**SUPPLIED ENTRIES:**
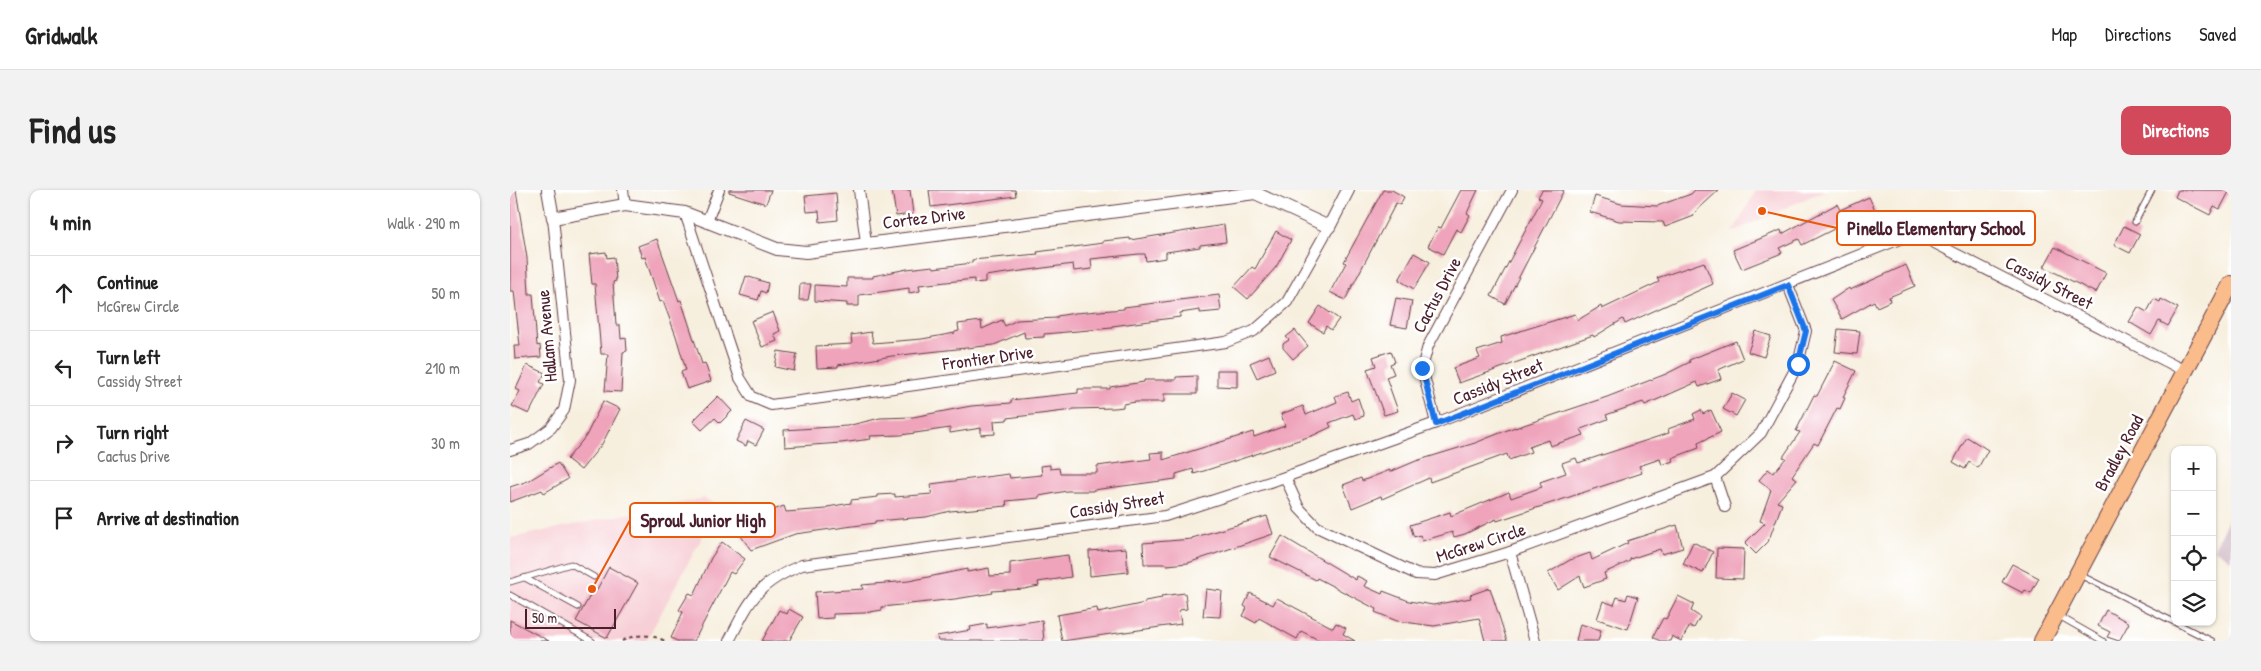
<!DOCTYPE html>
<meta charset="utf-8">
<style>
:root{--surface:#fff;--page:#f2f2f2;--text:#222;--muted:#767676;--line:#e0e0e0;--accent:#d1495b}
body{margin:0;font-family:"Patrick Hand",sans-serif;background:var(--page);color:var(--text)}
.controls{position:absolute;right:15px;bottom:15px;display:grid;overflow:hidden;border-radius:10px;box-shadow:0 1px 4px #0004}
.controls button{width:45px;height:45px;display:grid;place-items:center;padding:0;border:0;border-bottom:1px solid var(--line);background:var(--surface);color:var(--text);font:25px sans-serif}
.scale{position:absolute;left:15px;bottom:12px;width:91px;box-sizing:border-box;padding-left:5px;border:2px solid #4a1f2b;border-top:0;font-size:14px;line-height:18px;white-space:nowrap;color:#4a1f2b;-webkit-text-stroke:4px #fff;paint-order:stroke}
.stop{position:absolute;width:15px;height:15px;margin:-11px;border:4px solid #1a73e8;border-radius:50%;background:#fff}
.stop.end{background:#1a73e8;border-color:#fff;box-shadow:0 1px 5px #0008}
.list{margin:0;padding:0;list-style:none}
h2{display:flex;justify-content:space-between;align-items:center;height:65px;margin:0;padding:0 20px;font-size:21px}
h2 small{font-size:16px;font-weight:400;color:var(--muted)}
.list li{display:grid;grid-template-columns:32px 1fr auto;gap:15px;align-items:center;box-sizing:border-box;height:75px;padding:0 20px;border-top:1px solid var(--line)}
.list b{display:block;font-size:19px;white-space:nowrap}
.list p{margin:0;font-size:16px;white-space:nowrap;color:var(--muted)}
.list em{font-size:16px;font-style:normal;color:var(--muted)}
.icon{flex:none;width:28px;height:28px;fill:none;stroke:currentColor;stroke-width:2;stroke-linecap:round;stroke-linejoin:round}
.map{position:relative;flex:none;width:1721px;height:451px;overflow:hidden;border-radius:10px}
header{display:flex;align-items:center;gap:30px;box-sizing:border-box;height:70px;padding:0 25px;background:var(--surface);border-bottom:1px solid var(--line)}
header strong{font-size:24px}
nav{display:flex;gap:28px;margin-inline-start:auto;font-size:18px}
.intro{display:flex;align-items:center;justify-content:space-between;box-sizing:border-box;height:120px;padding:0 30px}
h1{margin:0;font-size:35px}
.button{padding:12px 22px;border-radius:10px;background:var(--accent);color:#fff;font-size:18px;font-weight:700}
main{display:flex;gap:30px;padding:0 30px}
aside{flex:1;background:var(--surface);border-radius:10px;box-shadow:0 1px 4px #0004}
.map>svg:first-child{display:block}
.built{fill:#f7cfd5}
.industrial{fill:#d2bdc8}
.building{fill:#efa4bc}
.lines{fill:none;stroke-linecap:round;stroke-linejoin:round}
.service-casing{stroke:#643e46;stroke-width:7}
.minor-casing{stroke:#643e46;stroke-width:12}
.tertiary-casing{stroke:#643e46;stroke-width:14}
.primary-casing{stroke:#643e46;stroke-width:18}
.path{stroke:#643e46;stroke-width:2;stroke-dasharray:4 4;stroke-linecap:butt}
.service{stroke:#fff;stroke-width:5}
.minor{stroke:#fff;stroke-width:10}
.tertiary{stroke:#fff;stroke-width:12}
.primary{stroke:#fabc8b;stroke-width:16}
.route{stroke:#1a73e8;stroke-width:6}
.labels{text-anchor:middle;stroke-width:5;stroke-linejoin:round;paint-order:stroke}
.street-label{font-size:18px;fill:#4a1f2b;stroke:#fff}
.leader{fill:none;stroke:#e8590c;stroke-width:2}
.callout-dot{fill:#e8590c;stroke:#fff;stroke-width:2}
.callout{fill:#fff;stroke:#e8590c;stroke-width:2}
.callout-label{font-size:19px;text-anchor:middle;font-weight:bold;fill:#4a1f2b}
</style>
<header>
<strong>Gridwalk</strong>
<nav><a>Map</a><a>Directions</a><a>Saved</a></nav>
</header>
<div class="intro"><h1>Find us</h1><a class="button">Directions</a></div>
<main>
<aside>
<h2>4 min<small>Walk · 290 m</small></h2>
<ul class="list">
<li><svg class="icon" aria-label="ahead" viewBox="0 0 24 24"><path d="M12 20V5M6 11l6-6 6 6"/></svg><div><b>Continue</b><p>McGrew Circle</p></div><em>50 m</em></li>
<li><svg class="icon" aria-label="left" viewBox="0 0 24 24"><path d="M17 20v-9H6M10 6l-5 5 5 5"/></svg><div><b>Turn left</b><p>Cassidy Street</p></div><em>210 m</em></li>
<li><svg class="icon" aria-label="right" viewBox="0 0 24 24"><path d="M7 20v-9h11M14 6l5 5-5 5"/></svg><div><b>Turn right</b><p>Cactus Drive</p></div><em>30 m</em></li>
<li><svg class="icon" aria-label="arrive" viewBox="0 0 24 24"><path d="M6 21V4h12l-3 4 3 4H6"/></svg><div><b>Arrive at destination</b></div></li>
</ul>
</aside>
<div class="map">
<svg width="1721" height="451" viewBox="0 0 1721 451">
<rect width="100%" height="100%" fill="#fff"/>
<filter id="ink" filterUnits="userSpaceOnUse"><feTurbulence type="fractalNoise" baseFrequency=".02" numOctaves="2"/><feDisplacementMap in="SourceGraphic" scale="10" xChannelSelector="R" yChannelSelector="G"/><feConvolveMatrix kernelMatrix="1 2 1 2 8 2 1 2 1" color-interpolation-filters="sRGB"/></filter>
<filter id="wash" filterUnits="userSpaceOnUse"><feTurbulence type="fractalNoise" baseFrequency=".0096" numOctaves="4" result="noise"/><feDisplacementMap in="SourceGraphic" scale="20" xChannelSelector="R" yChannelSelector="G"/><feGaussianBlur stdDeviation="1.12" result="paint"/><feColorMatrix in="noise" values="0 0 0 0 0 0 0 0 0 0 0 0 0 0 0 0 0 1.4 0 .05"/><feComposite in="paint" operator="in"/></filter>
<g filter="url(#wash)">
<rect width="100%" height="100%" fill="#f7efde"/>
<!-- built -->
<g class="built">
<path d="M1246,0H1315L1223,42Z"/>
<path d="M194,308L209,316L136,451H0V348Z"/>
</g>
<!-- industrial -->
<path class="industrial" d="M1721,323V370L1704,359Z"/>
<g id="blocks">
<!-- building -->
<g class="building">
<path d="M0,0H6L17,68L19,104H23L27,156L30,155L31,167L5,169L4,156H10L4,101H0Z"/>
<path d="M219,0H261L256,14L219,2Z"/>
<path d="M382,0H400L403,24L386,26Z"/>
<path d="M419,0H505L506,6L421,17Z"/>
<path d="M873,0H882L894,7L890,15L886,13L835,110L820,102L836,73L834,72L843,55Z"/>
<path d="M951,0H968L957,23L960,25L951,42L946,39L933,64L918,56L928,37L931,38Z"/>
<path d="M1032,0H1054L995,114L981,106L1032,9L1028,7Z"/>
<path d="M1185,0H1209L1183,24L1184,26L1155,37L1153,32L1109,31L1080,22L1085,6L1111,14L1147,16L1181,4Z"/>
<path d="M1668,0H1720L1710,19L1704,16L1700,25L1665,7Z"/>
<path d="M326,3L328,30L310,32L309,21L297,22L295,6Z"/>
<path d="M1359,7L1366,22L1343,32L1342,30L1292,55L1289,49L1269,58L1272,63L1232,79L1223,60L1271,40L1272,44L1327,14L1330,20Z"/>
<path d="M714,35L716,52L690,55V57L656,62V68L636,71L635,64H629L581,69L582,79L564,81L563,74L475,86V92L464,93V89L409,95L410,101L399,103V98L349,105V116H337V113L305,111V95L337,97V88H363V86L397,79L423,76L424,78L462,73V70L528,64L527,62L593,53V51L620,48V50Z"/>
<path d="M1614,36L1630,44L1620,63L1604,55Z"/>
<path d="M766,41L781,50L766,77L738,109L724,97L742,77L745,79Z"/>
<path d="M147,49L169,111L171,110L192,174L195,173L201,191L177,199L171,182L176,180L166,146L153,111L150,112L135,67L132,68L128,56Z"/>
<path d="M1545,57L1596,83L1586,103L1534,77Z"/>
<path d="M96,62L97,68L104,67L106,91L103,92L106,135H110L111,149L116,148L117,161L113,162L111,202L95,201L98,164H91L85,94H82L79,64Z"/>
<path d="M904,63L920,72L904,99L889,90Z"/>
<path d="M1194,72L1203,94L1115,134L1113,129L1084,147L1083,145L949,193L943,178L970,168L967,161L992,153L991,147L1065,124L1068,130L1091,116L1092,119L1149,92L1147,88Z"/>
<path d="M1396,75L1405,96L1379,107L1380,111L1367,117L1364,111L1332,129L1321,110L1339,98L1340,100Z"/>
<path d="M236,86L258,93L256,103L251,101L248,110L230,105Z"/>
<path d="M290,94H301L298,110H289Z"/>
<path d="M709,105L711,121L690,123V120L670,123V127L602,136V138L534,144V147L515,148L514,142L484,155L382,166L328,175V177L307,178L306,156L342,154L341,145L361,142L363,153L412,149L445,143V142L449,141L448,134L471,131L472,139L492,130L495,136L507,130L547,128V126L565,123L614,119V117Z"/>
<path d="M886,108L902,111L897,138L880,135Z"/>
<path d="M1644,109L1650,112L1651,109L1668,118L1658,136L1649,131L1641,145L1619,132L1628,117L1637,122Z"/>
<path d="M810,116L829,129L821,140L816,136L813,142L799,133Z"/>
<path d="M263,122L270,141L264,144L267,151L252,157L241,131Z"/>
<path d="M1328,139L1350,141L1347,164L1325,162Z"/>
<path d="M785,140L798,156L783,169L773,158V154L779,150L776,147Z"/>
<path d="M1245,141L1261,146L1254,167L1238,162Z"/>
<path d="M1226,151L1233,169L1208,180L1211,189L1189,197L1187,192L1135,215L1133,212L1096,225L1098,229L1071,239L1074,245L1040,256L1038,250L1019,257L1021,262L999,270L997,264L920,292L919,288L872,309L871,306L842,318L833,295L851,288L852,291L880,280V282L906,271L965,253L1005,237V238L1097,207L1156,184L1180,172L1179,170Z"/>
<path d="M268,161L287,164L284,181L265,177Z"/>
<path d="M881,161L885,172L880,174L884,184L876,187L888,221L874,225L857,179L866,176L863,167Z"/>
<path d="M759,165L765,180L747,188L740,173Z"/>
<path d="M1325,171L1346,181L1333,207L1335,208L1330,219L1327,218L1308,255L1304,253L1282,286L1287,289L1267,312L1272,314L1258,352L1246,364L1235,353L1255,333L1250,331L1261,300L1249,290L1258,279L1263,283L1276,268L1273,267L1290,242L1286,241L1304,205L1307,206Z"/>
<path d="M17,175L35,183L30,192L34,194L19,224L2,216L10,201L6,199Z"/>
<path d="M707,180H727V197L707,196Z"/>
<path d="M687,186V204H654V212H626L613,214V217L605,218L563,219V220L497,228V230L484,231L485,244L471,245V238L440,243V238L391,245L360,246L361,249L331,253L275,257L274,240L337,236L370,228L403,227L461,216L501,213V210L568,203V199H600V197L634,192V190H666V187Z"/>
<path d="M838,202L841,211L848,208L854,226L845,229L843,224L819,233L821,237L804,245L697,280L684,284L683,279L666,284V289L583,300V301H557L529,306V308L496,311L497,316L440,321L416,327L365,331V333L285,344L241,360L231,346L257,328L255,323L274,316L276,322L317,319V317L341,313V310L368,307V305L385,304V307L422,304L421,294L499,284L500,288L532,285L531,276L540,275V279L549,278L550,283H587V276L641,269L640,263L653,262V270L743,242L744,247L775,236L771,224L793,216L796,225L827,212L825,206Z"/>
<path d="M1222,203L1235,210L1226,226L1213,219Z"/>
<path d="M208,206L222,221L210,233L205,228L192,240L183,231Z"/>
<path d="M93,211L110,219L92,254L71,280L57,269L76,246Z"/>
<path d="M1191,220L1193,224L1201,220L1211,242L1188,253L1189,258L1162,268L1163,271L1152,275L1150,269L1129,276L1132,283L987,331L986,329L955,344L944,347L942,342L912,351L910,345L904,347L900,335L940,322L941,326L999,302L1001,308L1032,297L1030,292L1056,283L1052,273L1066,268L1068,273L1159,243L1158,239L1185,229L1183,224Z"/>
<path d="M236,231L254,240L246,255L238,251L236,256L226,251Z"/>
<path d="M1457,247L1478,260L1468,278L1459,272L1455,279L1443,272Z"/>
<path d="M48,273L58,289L34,303L32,300L0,312V297L18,291Z"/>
<path d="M757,326L763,344L678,373L657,375V374H634L633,353L682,349V348Z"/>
<path d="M1167,335L1173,358L1152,364L1150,359L1120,369V371L1094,383L1096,389L1074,397L1070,386L1048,400L1038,383L1060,370L1080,363L1082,370L1118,353L1117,351Z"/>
<path d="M772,346L846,390L847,386L857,391L854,396L872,404L873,401L899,411L923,415L961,408L960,405L980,398L997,451H975L969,428L924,436L887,431L865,422L866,419L807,388L806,390L760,367Z"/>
<path d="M212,352L235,369L224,384L220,382L184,451H167L161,448L173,422L169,420L179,403L184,405L201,368Z"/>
<path d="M1183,352L1203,362L1193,383L1173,374Z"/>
<path d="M616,358L618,382L580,386L579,361Z"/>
<path d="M1207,358L1234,359L1233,389L1206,388Z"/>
<path d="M558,365L561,387L528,392L529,396L514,399L482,401L483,403L445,409L372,417V420L354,423L323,424V428L307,429L305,402L353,399L352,395L399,391L457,379V382L479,378L480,386L500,385V373Z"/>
<path d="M1502,374L1529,388L1521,403L1515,400L1513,403L1492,392Z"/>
<path d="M99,377L128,393L97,448L66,431L82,402L85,403Z"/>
<path d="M696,399L712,401L710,427L693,426Z"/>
<path d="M675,403L677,419L669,420L671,434L552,451L547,425L587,418L588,423L635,413V411L652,408L651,406Z"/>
<path d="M740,403L763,415L767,408L823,438L826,433L836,438L833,444L845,451H811L791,441L787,449L749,428L746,433L733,426L737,418L734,416Z"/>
<path d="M1118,404L1128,407L1118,439L1087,429L1093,411L1104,415L1107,407L1116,410Z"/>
<path d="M1168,406L1184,414L1181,421L1190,427L1184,438L1180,436L1171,451L1162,446L1160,451H1150L1143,447L1153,428L1156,429Z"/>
<path d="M279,419L293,427L279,451H252L269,420L277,424Z"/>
<path d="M1596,420L1619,433L1609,451L1597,447L1600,442L1588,436Z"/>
<path d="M0,430L39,451H0Z"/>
<path d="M532,430L534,451H428L427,446L461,440L460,437L477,434V438Z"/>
<path d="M1070,434L1091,440L1088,451H1066Z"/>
</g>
</g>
</g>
<g filter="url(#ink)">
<use href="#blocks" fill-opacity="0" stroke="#643e46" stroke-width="1"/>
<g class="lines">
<!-- service casing -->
<g class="service-casing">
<g id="service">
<path d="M1625,32L1642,0"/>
<path d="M1570,385L1702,451"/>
<path d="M15,388L68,417"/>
<path d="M0,392L61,374L84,387"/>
<path d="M0,405L82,451"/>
<path d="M1549,426L1593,451"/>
</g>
</g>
<!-- minor casing -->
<g class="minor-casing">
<g id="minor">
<path d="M113,0L115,15"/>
<path d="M349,0L356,53"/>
<path d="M175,23L230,188L242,207L261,215L716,152L744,141L777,112L819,37"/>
<path d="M197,31L209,0"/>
<path d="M926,233L912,178L918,156L1002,0"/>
<path d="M0,260L19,254L41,238L54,220L60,190L43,28"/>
<path d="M775,287L789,318L807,337L906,384L925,385L1000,362L1205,287L1251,243L1288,174L1296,141L1278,95"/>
<path d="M1205,287L1215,317"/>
<path d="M1000,362L1025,451"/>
<path d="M219,451C240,410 247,393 292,375L655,326L775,287L926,233L1405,43L1675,181"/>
</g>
</g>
<!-- tertiary casing -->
<g class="tertiary-casing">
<path id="tertiary" d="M38,0L43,28L115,15L175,23L267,59L296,62L745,3L819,37L838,0"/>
</g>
<!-- primary casing -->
<g class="primary-casing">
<path id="primary" d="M1532,451L1721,94"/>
</g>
<!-- path -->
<path class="path" d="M112,451C127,443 141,444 155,451"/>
<!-- service -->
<use href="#service" class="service"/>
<!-- minor -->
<use href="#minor" class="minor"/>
<!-- tertiary -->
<use href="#tertiary" class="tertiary"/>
<!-- primary -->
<use href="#primary" class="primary"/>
</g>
</g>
<g class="lines" filter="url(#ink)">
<!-- route -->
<path class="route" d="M912,178L926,234L1278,95L1296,141L1288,174"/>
</g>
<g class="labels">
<!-- street labels -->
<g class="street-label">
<text transform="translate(414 28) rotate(-7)" y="6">Cortez Drive</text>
<text transform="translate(1539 93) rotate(27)" y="6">Cassidy Street</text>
<text transform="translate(927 105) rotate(-62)" y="6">Cactus Drive</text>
<text transform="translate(37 146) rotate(-95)" y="6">Hallam Avenue</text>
<text transform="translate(478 168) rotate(-8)" y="6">Frontier Drive</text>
<text transform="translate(988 192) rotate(-22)" y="6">Cassidy Street</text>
<text transform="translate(1609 263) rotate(-62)" y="6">Bradley Road</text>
<text transform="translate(607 315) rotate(-9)" y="6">Cassidy Street</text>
<text transform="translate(971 353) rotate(-18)" y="6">McGrew Circle</text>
</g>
</g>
<!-- callouts -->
<path class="leader" d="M1252 21L1327 38M82 399L120 330"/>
<g class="callout-dot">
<circle cx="1252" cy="21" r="5"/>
<circle cx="82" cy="399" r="5"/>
</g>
<g class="callout">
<rect x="1327" y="21" width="198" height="34" rx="5"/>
<rect x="120" y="313" width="145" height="34" rx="5"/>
</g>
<g class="callout-label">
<text x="1426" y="45">Pinello Elementary School</text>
<text x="193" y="337">Sproul Junior High</text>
</g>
</svg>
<div class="controls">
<button>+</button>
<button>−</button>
<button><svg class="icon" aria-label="locate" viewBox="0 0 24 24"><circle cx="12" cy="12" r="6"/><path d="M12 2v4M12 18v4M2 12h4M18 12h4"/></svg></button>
<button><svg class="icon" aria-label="layers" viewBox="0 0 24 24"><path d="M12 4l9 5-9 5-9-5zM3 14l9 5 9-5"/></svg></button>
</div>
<div class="scale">50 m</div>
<div class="stop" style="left:1288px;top:174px"></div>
<div class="stop end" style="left:912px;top:178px"></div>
</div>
</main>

**WHAT TO WORK ON:**
Across the entries above, how many lines contain "filterUnits"? Provide only the count.

**ANSWER FOR THIS EXERCISE:**
2